It was a single-engined Beechcraft Traveller. In it, Mr John Bowie, a Capetown Scot, was flying solo.
He took off from Prestwick and continued to Turnhouse near Edinburgh, last night. Mr Bowie left South Africa a week ago. His route has taken him by Cairo, Tunis, Marseilles, Paris and London.
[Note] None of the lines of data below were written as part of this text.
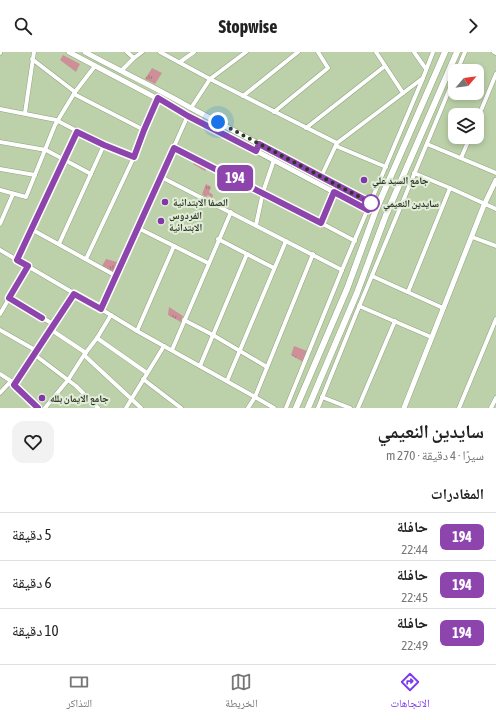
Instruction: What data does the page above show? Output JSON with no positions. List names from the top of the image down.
{
  "places": [
    "جامع السيد علي",
    "الصفا الابتدائية",
    "سايدين النعيمي",
    "الفردوس الابتدائية",
    "جامع الايمان بلله"
  ],
  "lines": ["bus line 194"],
  "north": "top right",
  "page": {
    "header": "Stopwise",
    "on_map": "194",
    "heading": [
      ["سايدين النعيمي", "سيرًا · 4 دقيقة · 270 m"],
      "المغادرات"
    ],
    "list": [
      {
        "mark": "194",
        "name": "حافلة",
        "note": "22:44",
        "value": "5 دقيقة"
      },
      {
        "mark": "194",
        "name": "حافلة",
        "note": "22:45",
        "value": "6 دقيقة"
      },
      {
        "mark": "194",
        "name": "حافلة",
        "note": "22:49",
        "value": "10 دقيقة"
      }
    ],
    "tabs": ["الاتجاهات", "الخريطة", "التذاكر"]
  }
}
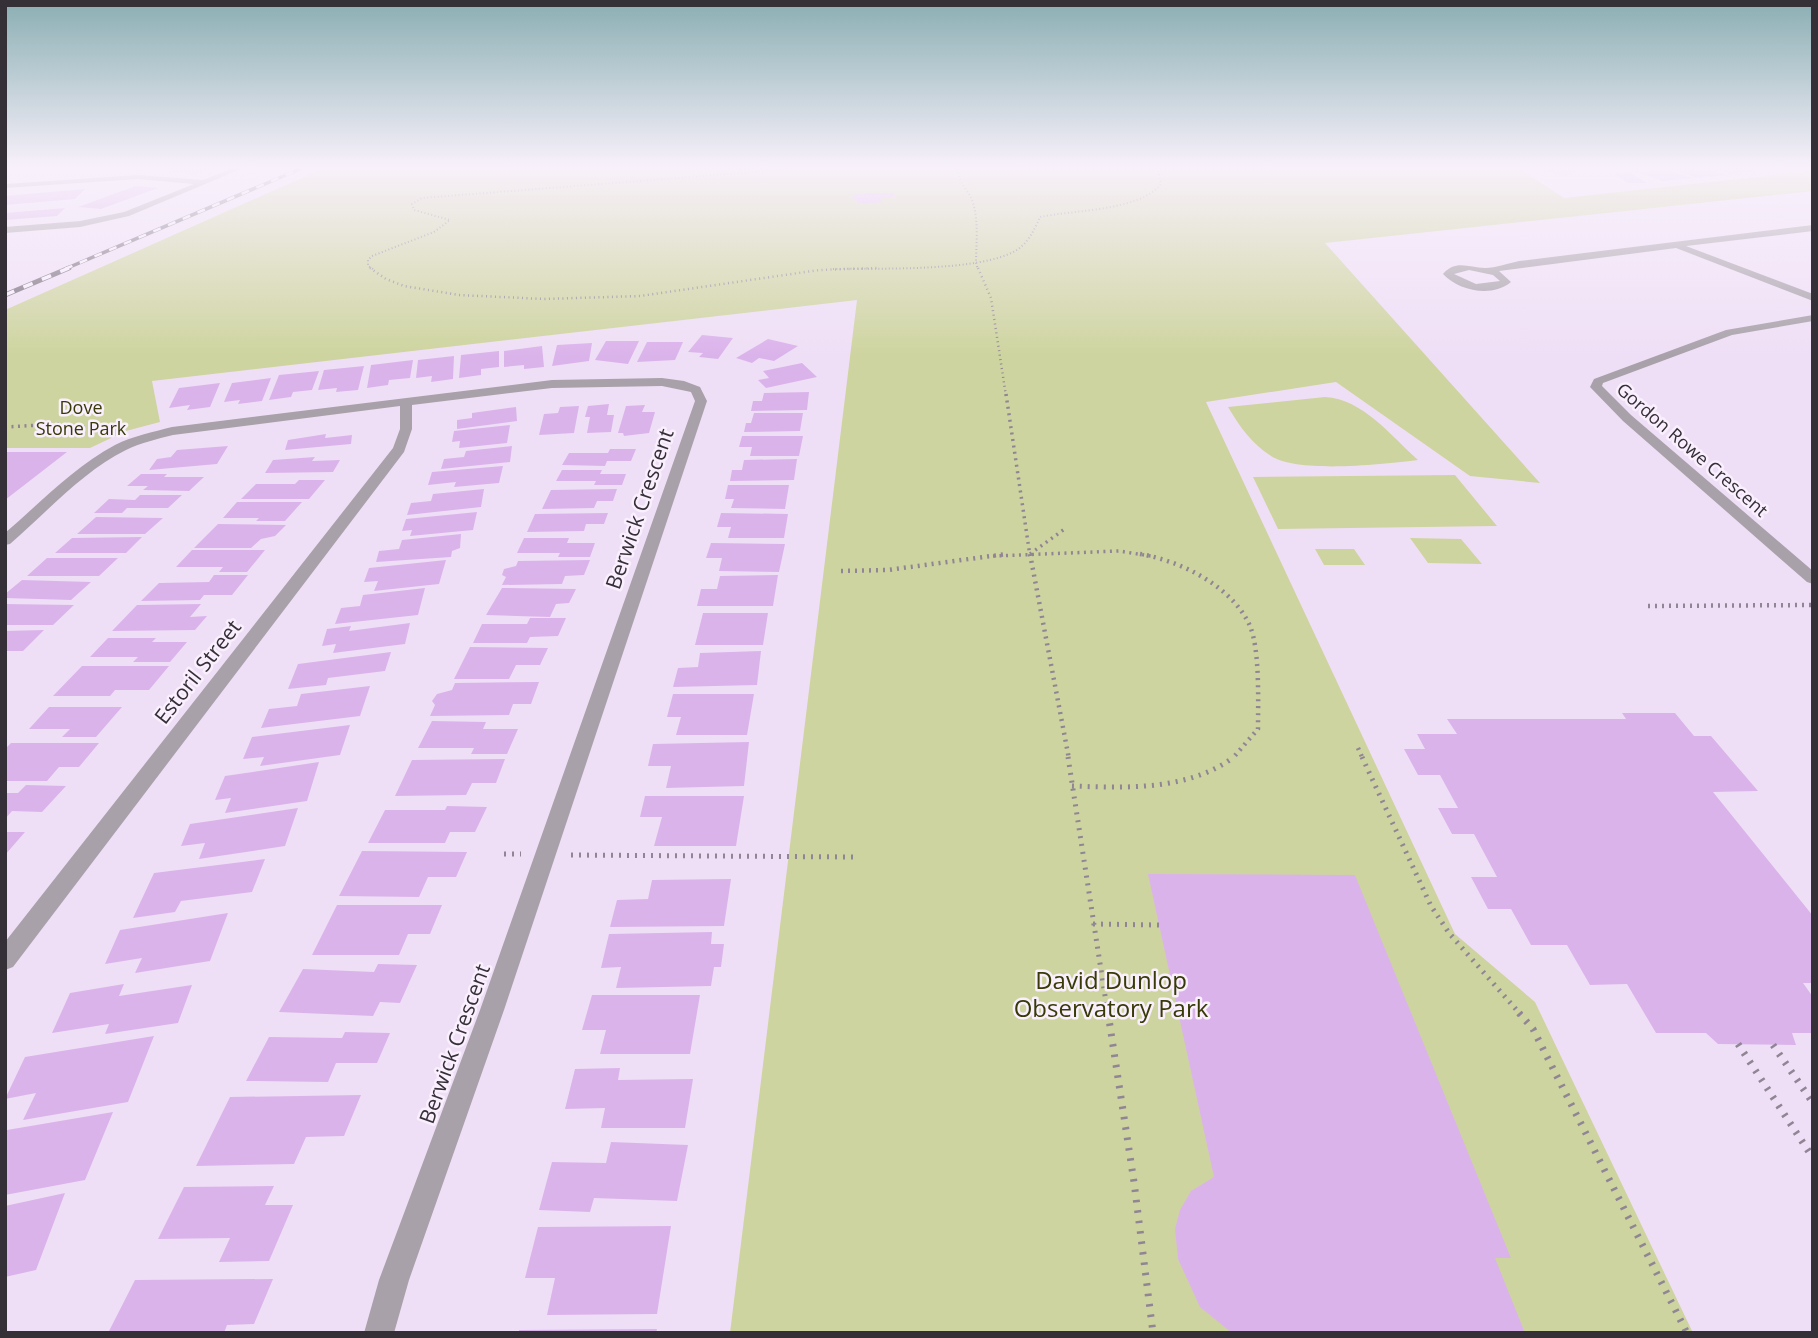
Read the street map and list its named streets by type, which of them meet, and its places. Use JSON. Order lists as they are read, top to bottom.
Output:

His actual flying time from Johannesburg was 20 1/2 hours.
Mr Bowie left his native land for South Africa when be was a boy of 11. He returned to this country to serve with the R.A.F. and held the rank of squadron leader.
He piloted one of the Liberators which took Mr Churchillís party to the Moscow Conference in 1942.
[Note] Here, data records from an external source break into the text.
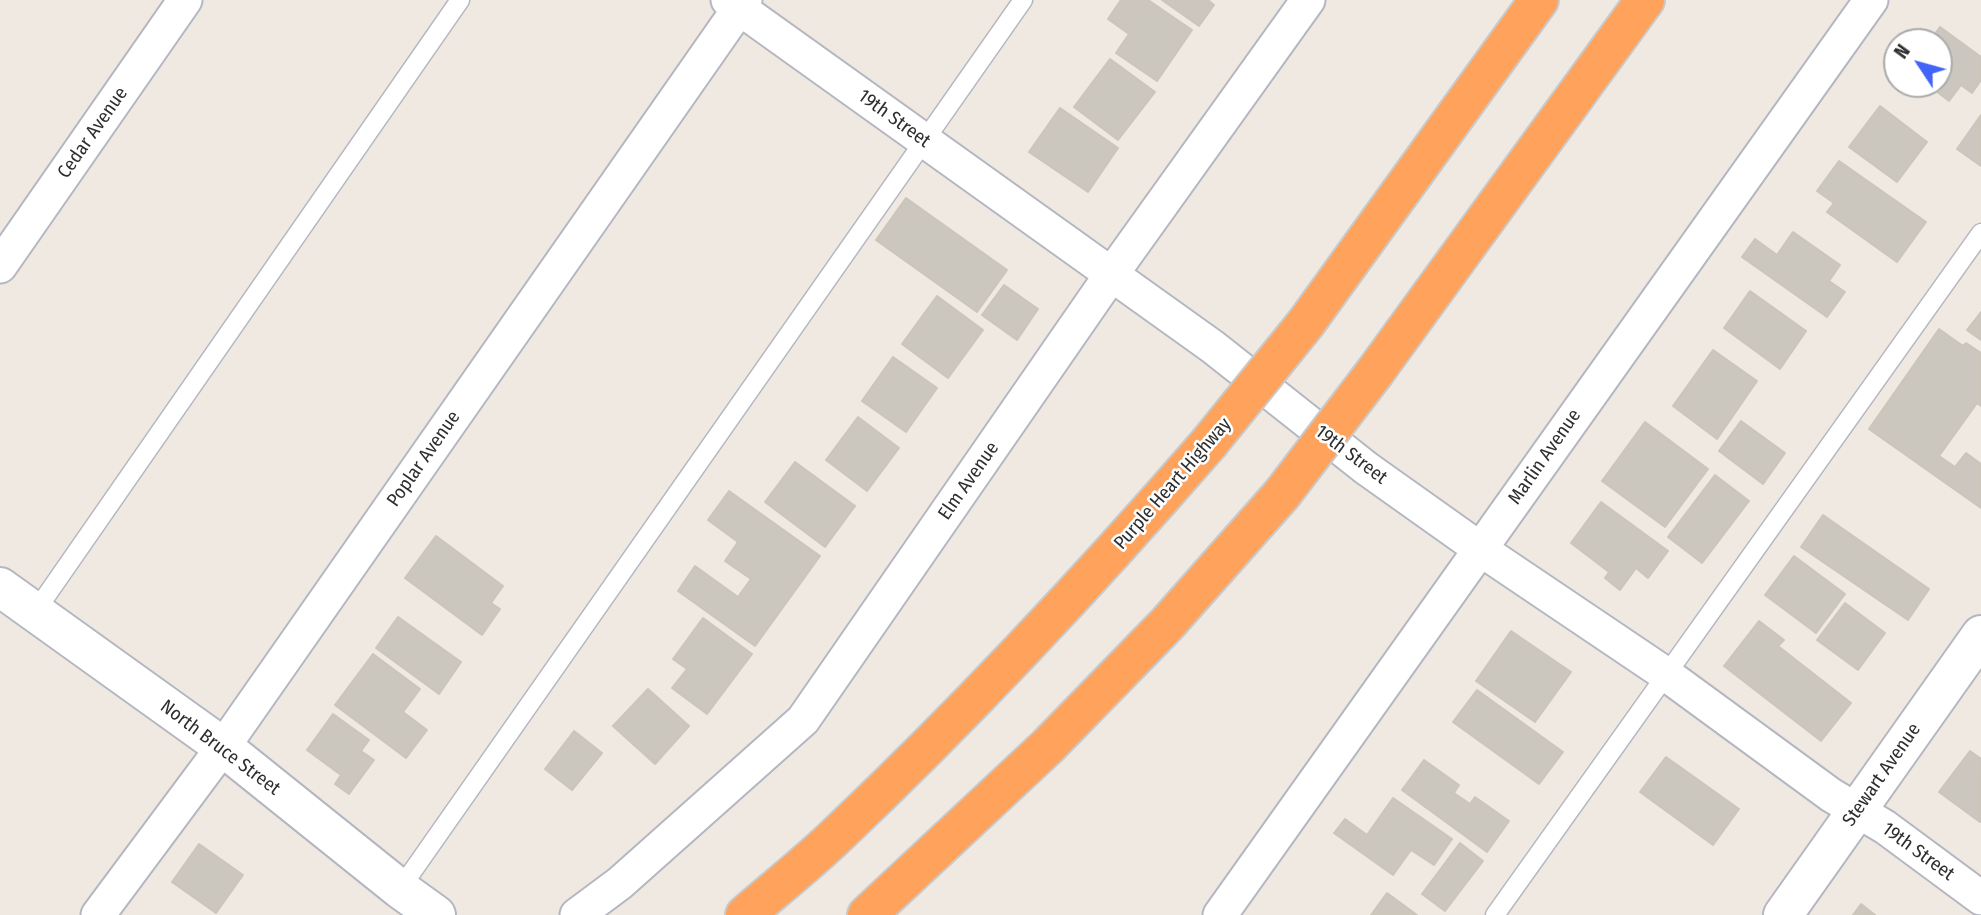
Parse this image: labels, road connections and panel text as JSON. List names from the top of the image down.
{
  "streets": {
    "highway": ["Purple Heart Highway"],
    "street": [
      "19th Street",
      "Cedar Avenue",
      "Marlin Avenue",
      "Poplar Avenue",
      "Elm Avenue",
      "North Bruce Street",
      "Stewart Avenue"
    ]
  },
  "crossings": [
    ["19th Street", "Marlin Avenue"],
    ["19th Street", "Poplar Avenue"],
    ["19th Street", "Elm Avenue"],
    ["19th Street", "Stewart Avenue"],
    ["Poplar Avenue", "North Bruce Street"]
  ],
  "north": "top left"
}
John Bowie was born on the 5th February 1900 to Ellen and
George Bowie in Southampton, England.
The 1970 edition of
Who's Who of Southern Africa carried the following entry for
Bowie, John, Property Consultant, Aucioneer, Prop and Financial Broker, Sworn Appraiser, Dir. John Bowie & CO (Pty.) Ltd.; joined African City Properties Trust Ltd.. Jhb., 1914; presently Hon.Chief Pilot in charge of the SA Red Cross Air Ambulance: World War I, Pilot, Lt. RFC. World War II Sqdn. Ldr. Fighter Command RAF; served France, W. Africa, M.E. and and England (was cmmdr. of one of the aircraft which flew Sir Winston Churchill to Moscow); b. 5th Feb. 1900) Scot.; Educ: Scot., America, South Africa; sol Rev. George Bowie; m. 30th September 1937, Edith Waveney, dol Alexander dol Alexander Rough. 1 s., 1 d.; Clubs: Royal Aero, Cape Aero. RJGC. Royal Cape Yacht. Cape Aero Club. Kelvin Grove; Rec: Flying, golf; Add.: 134 Adderley St.. Box 3888, CT Phone 3-1216.
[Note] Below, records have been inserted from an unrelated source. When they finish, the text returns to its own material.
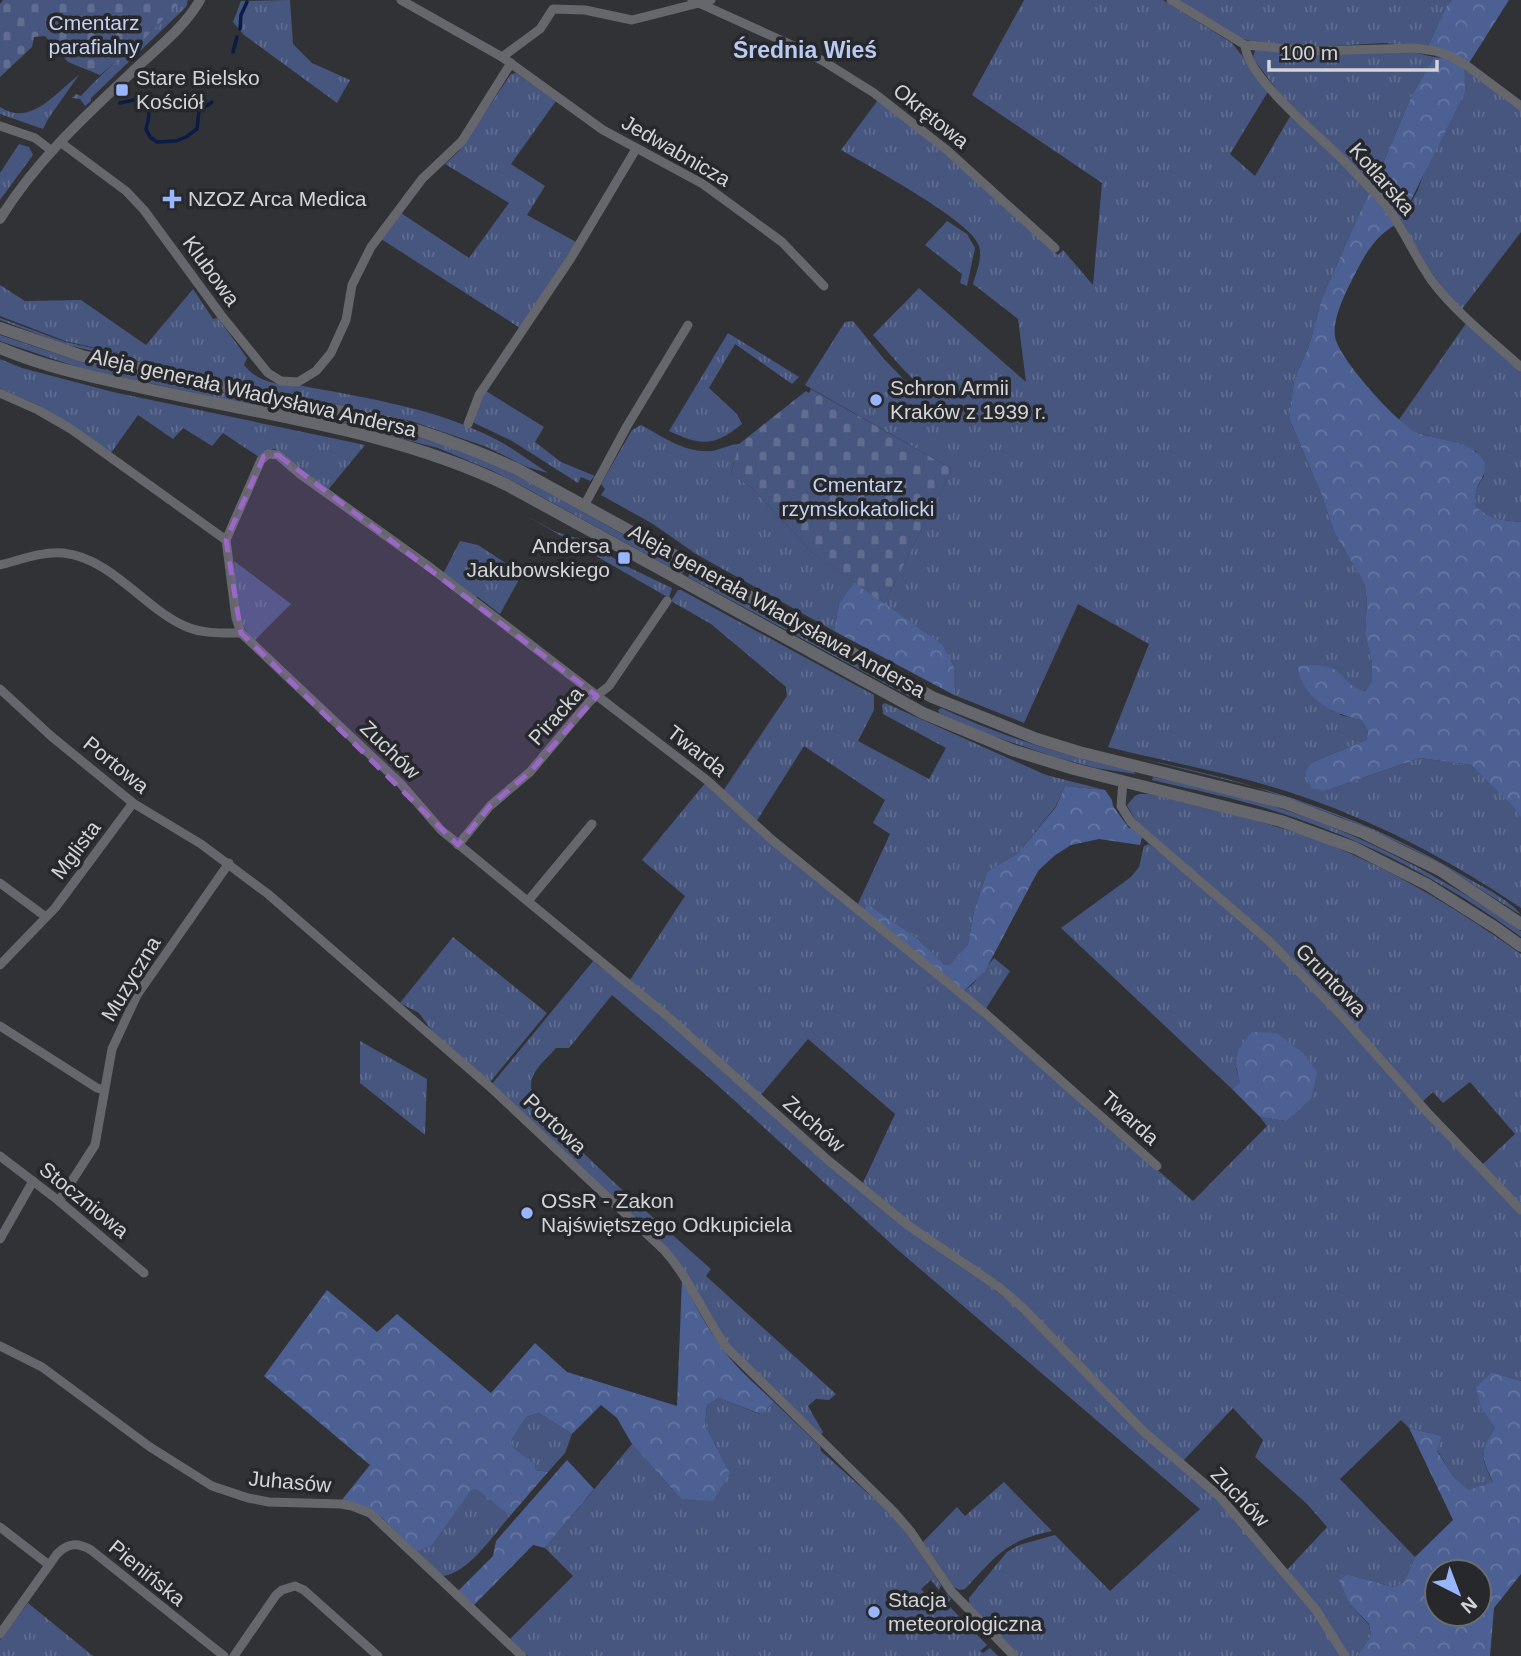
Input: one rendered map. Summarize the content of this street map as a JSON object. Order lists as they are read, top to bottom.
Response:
{
  "streets": {
    "main road": ["Aleja generała Władysława Andersa"],
    "street": [
      "Okrętowa",
      "Jedwabnicza",
      "Kotlarska",
      "Klubowa",
      "Piracka",
      "Zuchów",
      "Twarda",
      "Portowa",
      "Mglista",
      "Muzyczna",
      "Gruntowa",
      "Stoczniowa",
      "Juhasów",
      "Pienińska"
    ]
  },
  "crossings": [
    ["Jedwabnicza", "Klubowa"],
    ["Aleja generała Władysława Andersa", "Gruntowa"],
    ["Piracka", "Zuchów"],
    ["Piracka", "Twarda"],
    ["Portowa", "Mglista"],
    ["Portowa", "Muzyczna"],
    ["Muzyczna", "Stoczniowa"]
  ],
  "districts": ["Średnia Wieś"],
  "parks": ["Cmentarz parafialny", "Cmentarz rzymskokatolicki"],
  "places": {
    "transit": ["Stare Bielsko Kościół", "Andersa Jakubowskiego"],
    "health": ["NZOZ Arca Medica"],
    "other": ["Schron Armii Kraków z 1939 r.", "OSsR - Zakon Najświętszego Odkupiciela", "Stacja meteorologiczna"]
  },
  "scale_bar": "100 m",
  "north": "bottom right"
}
A Medal Rolls Index Card for a John Bowie, records initial service in the South African Field Artillery and thereafter as a 2/Lt in the Royal Air Force during the first world war.
His name is found
in the Operations Record Book (ORB) for 24 Squadron, the RAF
transport unit based at RAF Hendon near London, at the end
of October 1940 stating that he had been posted to RAF
Takoradi with effect from 29 Oct 1940. His name
however is not found earlier than this in that ORB.
While his service record has not been consulted as of yet,
where his name has been found listed is usually in Transport
and aircraft Ferry operations. At times in 1942 and
1943, his name is again found the 24 Squadron ORB but not on
a great many flights. The mentions of him flying with
Churchill to Moscow for the August 1942 conference with
Stalin is yet to be confirmed. He is found mentioned just once in Oct
1942 with 511 Squadron, which was the Squadron formed
from 1425 Flight, which it seems was the source of the
Liberators that flew Churchill and his party to
Moscow. The crew of Churchill's aircraft, AL504 is
well recorded and Bowie is not among those names.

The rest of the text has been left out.